Data segment -
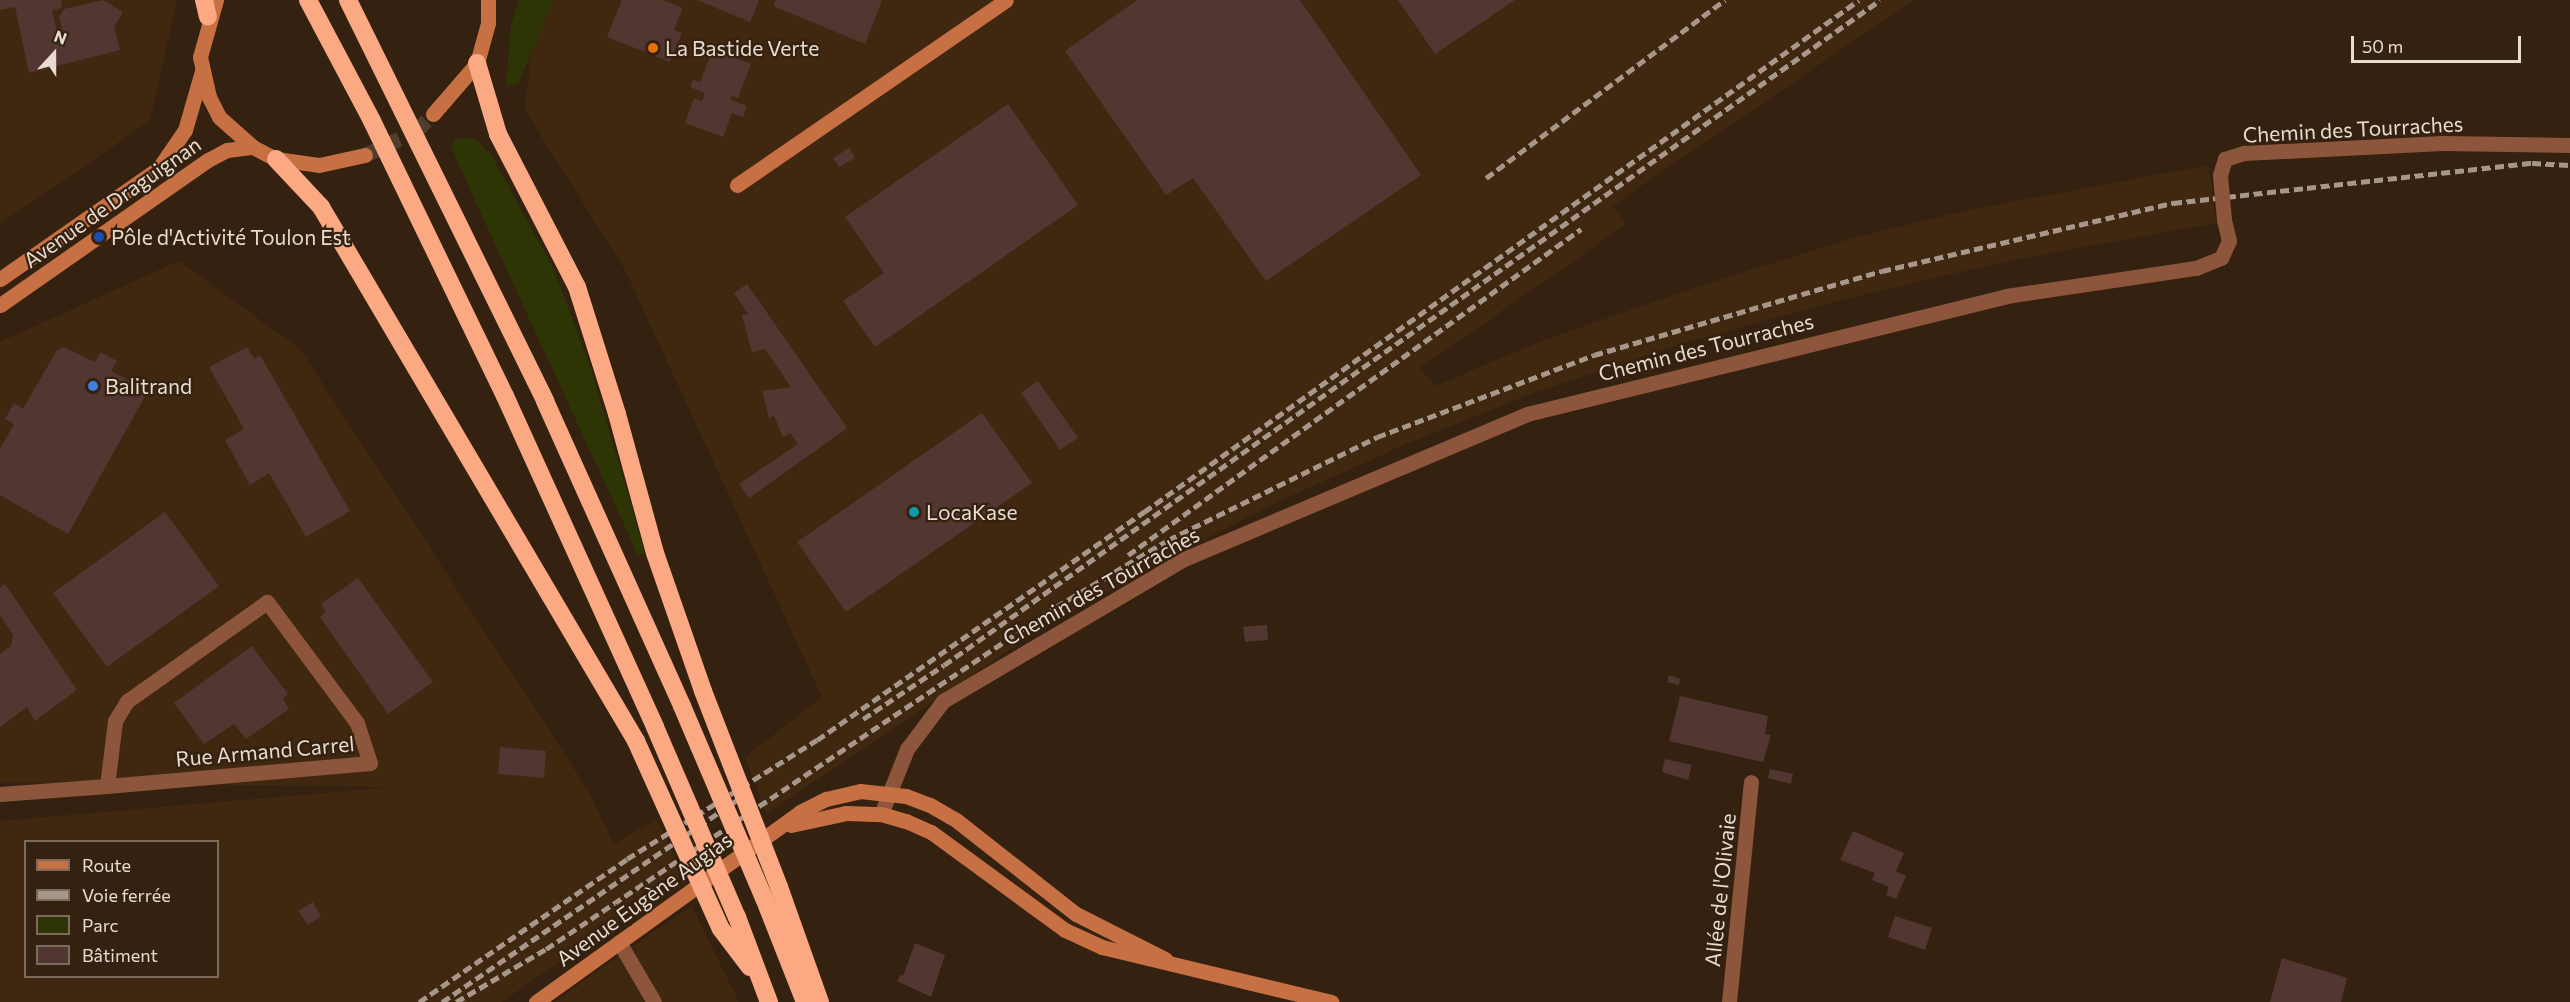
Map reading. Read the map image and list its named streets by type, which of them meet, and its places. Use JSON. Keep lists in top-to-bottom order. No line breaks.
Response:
{"streets":{"main road":["Avenue de Draguignan","Avenue Eugène Augias"],"street":["Chemin des Tourraches","Rue Armand Carrel","Allée de l'Olivaie"]},"crossings":[["Chemin des Tourraches","Avenue Eugène Augias"]],"places":["La Bastide Verte","Pôle d'Activité Toulon Est","Balitrand","LocaKase"],"legend":["Route","Voie ferrée","Parc","Bâtiment"],"scale_bar":"50 m","north":"top"}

Task to complete - Restate the data word for word, minus any images.

Task result -
Map reading. Read the map image and list its named streets by type, which of them meet, and its places. Use JSON. Keep lists in top-to-bottom order. No line breaks.
Response:
{"streets":{"main road":["Avenue de Draguignan","Avenue Eugène Augias"],"street":["Chemin des Tourraches","Rue Armand Carrel","Allée de l'Olivaie"]},"crossings":[["Chemin des Tourraches","Avenue Eugène Augias"]],"places":["La Bastide Verte","Pôle d'Activité Toulon Est","Balitrand","LocaKase"],"legend":["Route","Voie ferrée","Parc","Bâtiment"],"scale_bar":"50 m","north":"top"}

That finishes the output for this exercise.